As you take stock of the year just past and make plans for 2006, be sure to include resolutions that will help make your best friend a happy, healthy pet. Here are some of the easiest - but most important - steps that pet owners can take to ensure the health & well-being of their companion animals.

- Resolve to take your pet to his vet for a routine health check-up. Regularly scheduled preventive care can help spot health concerns before they grow into a health crisis. If you don't have a veterinarian currently, ask family members, friends or colleagues for recommendations, or contact the Indiana Veterinary Medicine Association for a referral. Be sure to look for a veterinary practice that's accredited by the American Animal Hospital Association (AAHA). Its exacting standards of excellence are recognized worldwide as the benchmark for quality care in veterinary medicine. When you deal with an AAHA-accredited practice, you're dealing with one of the very best in your area.

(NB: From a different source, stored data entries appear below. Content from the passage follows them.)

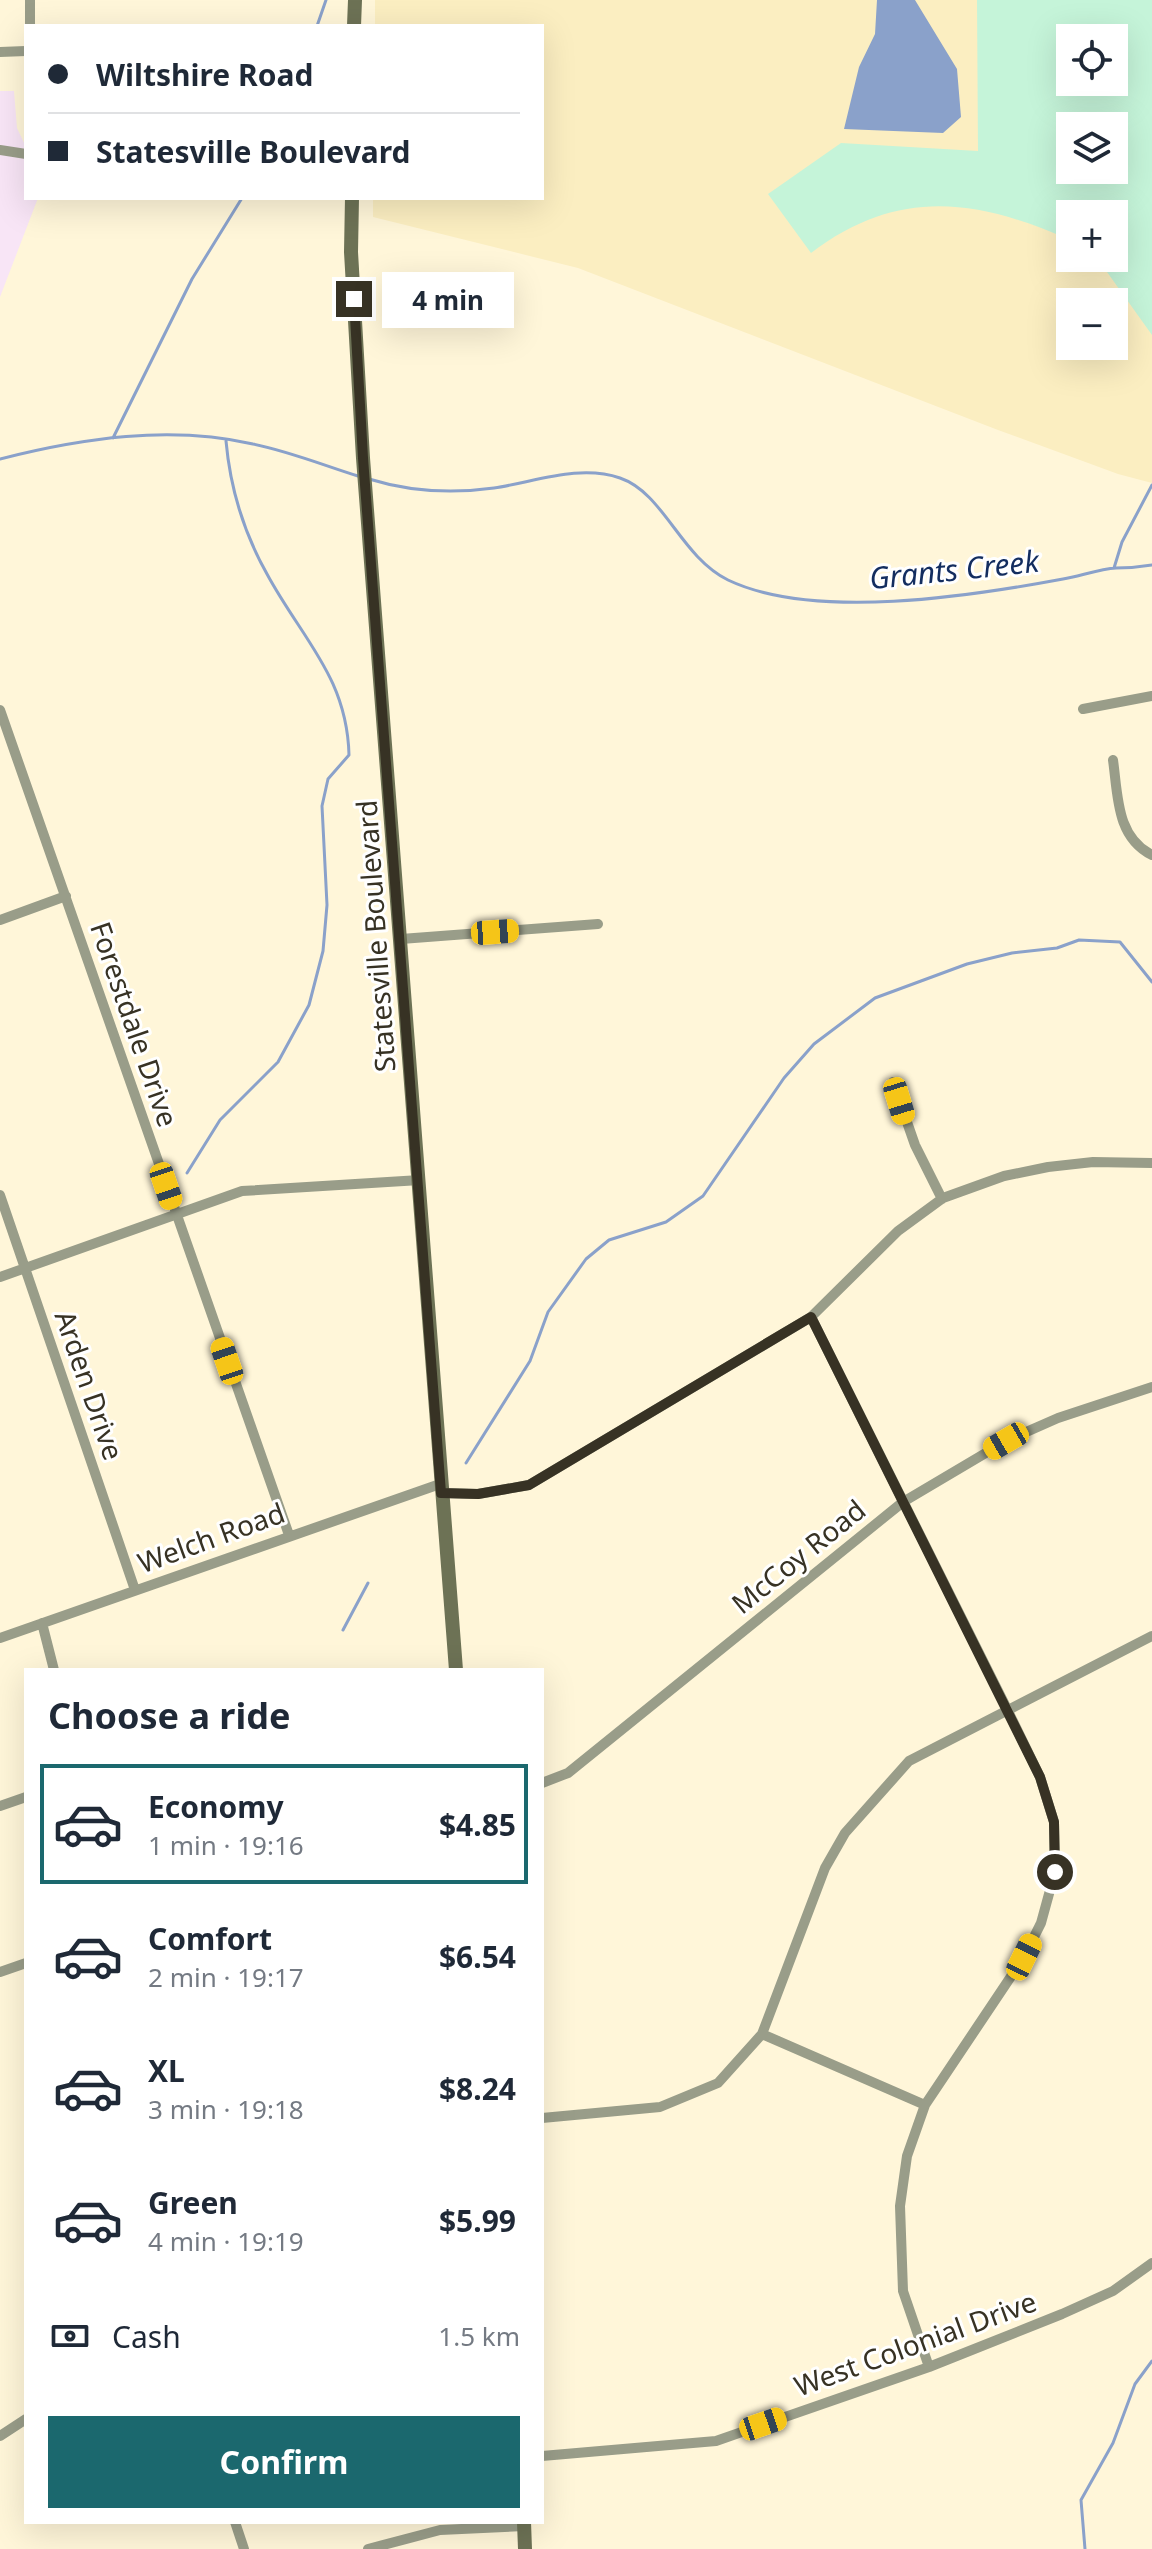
<!DOCTYPE html>
<meta charset="utf-8">
<style>
body{margin:0;font-family:"Noto Sans",sans-serif;background:#f2f2f3;color:#1f2937;height:100vh;display:flex;flex-direction:column;font-size:30px;white-space:nowrap}
*{box-sizing:border-box;margin:0}
p{font-size:26px;color:#747a83}
.icon{flex:none;width:44px;height:44px;fill:none;stroke:currentColor;stroke-width:2;stroke-linecap:round;stroke-linejoin:round}
.map{position:relative;flex:1;overflow:hidden}
.panel{position:absolute;left:24px;top:1668px;width:520px;height:856px;display:flex;flex-direction:column;background:#fff;border-radius:0px;box-shadow:0 8px 32px #0002}
.panel>*{flex:none}
.top-card{position:absolute;left:24px;top:24px;width:520px;height:176px;border-radius:0px;box-shadow:0 8px 32px #0002;display:grid;align-content:center;height:176px;padding:0 24px;background:#fff}
.controls{position:absolute;left:1056px;top:24px;display:grid;gap:16px}
.controls a{display:grid;place-items:center;width:72px;height:72px;border-radius:0px;background:#fff;box-shadow:0 8px 32px #0002;font-size:40px}
.end{position:absolute;width:36px;height:36px;margin:-18px;border:10px solid #373224;background:#fff;box-shadow:0 0 0 4px #fff}
.from{border-radius:50%}
.bubble{position:absolute;height:56px;border-radius:0px;background:#fff;box-shadow:0 8px 32px #0002;font-size:26px;font-weight:700;line-height:56px;text-align:center}
.car{position:absolute;width:24px;height:48px;margin:-24px -12px;border-radius:10px;box-shadow:0 0 6px 2px #0007;background:linear-gradient(#f5c518 24%,#345 0 40%,#f5c518 0 76%,#345 0 86%,#f5c518 0)}
.top-card b{display:flex;align-items:center;gap:28px;height:76px;font-size:30px}
.top-card b+b{border-top:2px solid #e0e1e3}
.top-card i{width:20px;height:20px;background:#1f2937}
ul{padding:0;list-style:none}
li{display:flex;align-items:center;gap:24px;height:120px;margin:0 16px 12px;padding:0 8px;border:4px solid transparent;border-radius:0px}
li div{flex:1}
li b{display:block;font-size:30px}
li em{font-style:normal;font-weight:700}
li.active{border-color:#1b686e}
li>.icon{width:72px;height:72px;stroke-width:1.5}
h2{padding:0 24px;font-size:36px;line-height:96px}
.pay{display:flex;align-items:center;gap:20px;height:88px;padding:0 24px;font-size:30px}
.pay p{margin-inline-start:auto}
.cta{display:flex;gap:16px;margin-top:auto;padding:16px 24px}
.cta a{flex:1;height:92px;border-radius:0px;background:#1b686e;color:#fff;font-size:32px;font-weight:700;line-height:92px;text-align:center}
.map>svg:first-child{display:block}
.built{fill:#fbeec1;fill-rule:evenodd}
.education{fill:#f8e5f6}
.green{fill:#c5f4d9;fill-rule:evenodd}
.water{fill:#8aa1ca}
.lines{fill:none;stroke-linecap:round;stroke-linejoin:round}
.stream{stroke:#8aa1ca;stroke-width:3}
.minor{stroke:#999d89;stroke-width:10}
.secondary{stroke:#6d7255;stroke-width:14}
.route{stroke:#373224;stroke-width:10}
.labels{text-anchor:middle;dominant-baseline:central;stroke-width:6;stroke-linejoin:round;paint-order:stroke}
.street-label{font-size:28px;fill:#373224;stroke:#fff}
.water-label{font-size:30px;font-style:italic;fill:#132d5f;stroke:#fff}
</style>
<div class="map">
<svg width="1152" height="2549" viewBox="0 0 1152 2549">
<rect width="100%" height="100%" fill="#fff6d9"/>
<!-- built -->
<path class="built" d="M375 0H1152V483L1118 474 998 430 578 268 373 217V198H542V26H375ZM1070 38H1114V82H1070ZM1070 126H1114V170H1070ZM1070 214H1114V258H1070ZM1070 302H1114V346H1070Z"/>
<!-- education -->
<path class="education" d="M0 91H14L17 128 26 147V198H38L0 297Z"/>
<!-- green -->
<path class="green" d="M977 0H1152V335L1097 258H1114V214H1070V240C975 198 897 188 811 253L768 194 841 143 978 151ZM1070 38H1114V82H1070ZM1070 126H1114V170H1070Z"/>
<!-- water -->
<path class="water" d="M877 0H915L957 69 961 117 943 133 844 129 859 67 875 34Z"/>
<g class="lines">
<!-- stream -->
<path class="stream" d="M317 26 326 0
M113 438 192 279 242 198
M0 459C82 438 170 425 253 444 288 451 323 465 358 476
M369 479C411 492 451 494 494 488 535 482 579 464 620 478 664 493 680 556 728 580 814 621 972 596 1063 579 1080 576 1100 569 1116 568 1128 568 1140 567 1152 565
M1114 568 1122 542 1152 485
M187 1173 220 1120 278 1062 309 1005 323 951 327 905 322 806 328 779 349 755C347 677 302 639 267 574 244 533 230 486 226 441
M466 1463 530 1361 548 1312 586 1259 609 1240 666 1222 703 1196 784 1078 814 1044 875 998 967 964 1012 953 1057 948 1079 940 1120 942 1152 982
M343 1630 368 1583
M1085 2549 1081 2500 1113 2443 1135 2384 1152 2361"/>
<!-- minor -->
<path class="minor" d="M30 0V26
M0 52 26 51
M0 150 26 154
M1083 709 1152 696
M0 710 289 1535
M1113 760C1118 795 1116 837 1152 855
M0 920 66 896
M401 939 598 924
M893 1082 915 1145 942 1199
M0 1195 135 1590
M0 1277 242 1191 420 1180
M811 1317 1007 1709 1040 1777 1054 1822 1055 1872 1041 1923 1024 1957 925 2105 907 2156 900 2206 903 2291 929 2367
M441 1493 478 1494 529 1485 811 1317 898 1231 943 1198 1004 1176 1048 1167 1093 1162 1152 1163
M42 1623 54 1670
M0 1638 440 1484
M542 1783 568 1773 903 1502 1006 1441 1058 1418 1152 1387
M0 1806 26 1797
M0 1972 26 1963
M762 2034 925 2105
M542 2118 660 2107 718 2083 762 2034 825 1868 845 1833 909 1761 1152 1636
M0 2436 26 2419
M542 2456 716 2441 929 2367 1062 2314 1113 2291 1152 2263
M235 2522 244 2549
M368 2549 440 2530 524 2526"/>
<!-- secondary -->
<path class="secondary" d="M354 26 355 0
M352 198 351 252 363 458 456 1670
M524 2522 525 2549"/>
</g>
<g class="lines">
<!-- route -->
<path class="route" d="M354 299 363 458 441 1493 478 1494 529 1485 811 1317 1040 1777 1054 1822 1055 1872"/>
</g>
<g class="labels">
<!-- street labels -->
<g class="street-label">
<text transform="translate(375 936) rotate(-94)">Statesville Boulevard</text>
<text transform="translate(135 1024) rotate(71)">Forestdale Drive</text>
<text transform="translate(90 1385) rotate(71)">Arden Drive</text>
<text transform="translate(211 1537) rotate(-20)">Welch Road</text>
<text transform="translate(798 1556) rotate(-39)">McCoy Road</text>
<text transform="translate(915 2343) rotate(-20)">West Colonial Drive</text>
</g>
<!-- water labels -->
<g class="water-label">
<text transform="translate(954 569) rotate(-6)">Grants Creek</text>
</g>
</g>
</svg>
<div class="controls">
<a><svg class="icon" aria-label="locate" viewBox="0 0 24 24"><circle cx="12" cy="12" r="6"/><path d="M12 2v4M12 18v4M2 12h4M18 12h4"/></svg></a>
<a><svg class="icon" aria-label="layers" viewBox="0 0 24 24"><path d="M12 4l9 5-9 5-9-5zM3 14l9 5 9-5"/></svg></a>
<a>+</a>
<a>−</a>
</div>
<i class="end from" style="left:1055px;top:1872px"></i>
<i class="end" style="left:354px;top:299px"></i>
<div class="bubble" style="left:382px;top:272px;width:132px">4 min</div>
<i class="car" style="left:495px;top:932px;rotate:86deg"></i>
<i class="car" style="left:899px;top:1101px;rotate:163deg"></i>
<i class="car" style="left:166px;top:1186px;rotate:161deg"></i>
<i class="car" style="left:227px;top:1361px;rotate:341deg"></i>
<i class="car" style="left:1006px;top:1441px;rotate:240deg"></i>
<i class="car" style="left:1024px;top:1957px;rotate:26deg"></i>
<i class="car" style="left:763px;top:2424px;rotate:71deg"></i>
<div class="top-card">
<b><i class="from"></i>Wiltshire Road</b>
<b><i></i>Statesville Boulevard</b>
</div>
<section class="panel">
<h2>Choose a ride</h2>
<ul>
<li class="active"><svg class="icon" aria-label="car" viewBox="0 0 24 24"><path d="M5 17H2v-5l4-1 3-4h7l3 4 3 1v5h-3M9 17h6M6 11h13"/><circle cx="7" cy="17" r="2"/><circle cx="17" cy="17" r="2"/></svg><div><b>Economy</b><p>1 min · 19:16</p></div><em>$4.85</em></li>
<li><svg class="icon" aria-label="car" viewBox="0 0 24 24"><path d="M5 17H2v-5l4-1 3-4h7l3 4 3 1v5h-3M9 17h6M6 11h13"/><circle cx="7" cy="17" r="2"/><circle cx="17" cy="17" r="2"/></svg><div><b>Comfort</b><p>2 min · 19:17</p></div><em>$6.54</em></li>
<li><svg class="icon" aria-label="car" viewBox="0 0 24 24"><path d="M5 17H2v-5l4-1 3-4h7l3 4 3 1v5h-3M9 17h6M6 11h13"/><circle cx="7" cy="17" r="2"/><circle cx="17" cy="17" r="2"/></svg><div><b>XL</b><p>3 min · 19:18</p></div><em>$8.24</em></li>
<li><svg class="icon" aria-label="car" viewBox="0 0 24 24"><path d="M5 17H2v-5l4-1 3-4h7l3 4 3 1v5h-3M9 17h6M6 11h13"/><circle cx="7" cy="17" r="2"/><circle cx="17" cy="17" r="2"/></svg><div><b>Green</b><p>4 min · 19:19</p></div><em>$5.99</em></li>
</ul>
<div class="pay"><svg class="icon" aria-label="cash" viewBox="0 0 24 24"><path d="M3 7h18v10H3z"/><circle cx="12" cy="12" r="2"/></svg>Cash<p>1.5 km</p></div>
<div class="cta"><a>Confirm</a></div>
</section>
</div>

- Resolve to make certain your pet is current on all vaccinations. Regular vaccinations are an excellent, effective way to prevent a variety of diseases. Approved vaccines are available to combat rabies, distemper, lyme disease, feline leukemia, feline infectious peritonitis, and other ailments that can prove deadly to dogs or cats.

- Resolve to feed your pet a nutritious pet food on a regular daily schedule. Proper feeding habits, including on-going use of a quality pet food, can prevent disease, nutritional deficiencies or malfunction of the digestive system. Though it can be difficult, try to avoid feeding your pet table scraps, especially high-fat foods - these can contribute to obesity, dental disease, heart or liver disease, pancreatitis, arthritis, and inflammation of the intestines.

- Resolve to make sure your pet has a source of clean, fresh water at all times. Animals are susceptible to dehydration and kidney disease - especially those who are very young or very old - and water deprivation can lead to serious health conditions and complications. Fill your pet's dish with fresh, clean water several times each day.

- Resolve to establish a regimen of dental health. Dental problems left untreated not only can create problems for the teeth and gums but also can affect other areas of your pet's body including the sinus cavities, eyes, heart, liver, kidneys, and other organs

- Resolve to provide a safe, comfortable environment for your pet. Bring them indoors during weather extremes (the heat of summer, the sub-freezing conditions of winter), and make sure they have a warm, dry, quiet place for rest, retreat & sleep.

- Resolve to provide daily exercise. A regularly scheduled play period is good for body and soul - both yours and your pet's! Helps keep muscles toned, weight off, mind engaged, and bond established.

- Resolve to make certain that your pet is properly ID'd. (In Marion and other Central Indiana counties, it's the law!) The preferred method is microchipping - a permanent identification system that greatly increases the chance of being reunited with your pet should he become lost. Collar tags and tattoos are additional ID methods.

- Resolve to create an emergency first aid kit with basic supplies. You also might want to consider attending an Animal First Aid & CPR training session that will provide the knowledge to care for your pet in an emergency situation until you can obtain professional emergency care. IVEC will be holding another Animal First Aid & CPR training session during first quarter '06 - the exact date will be announced soon.

- Resolve to spend more time with your pets during 2006!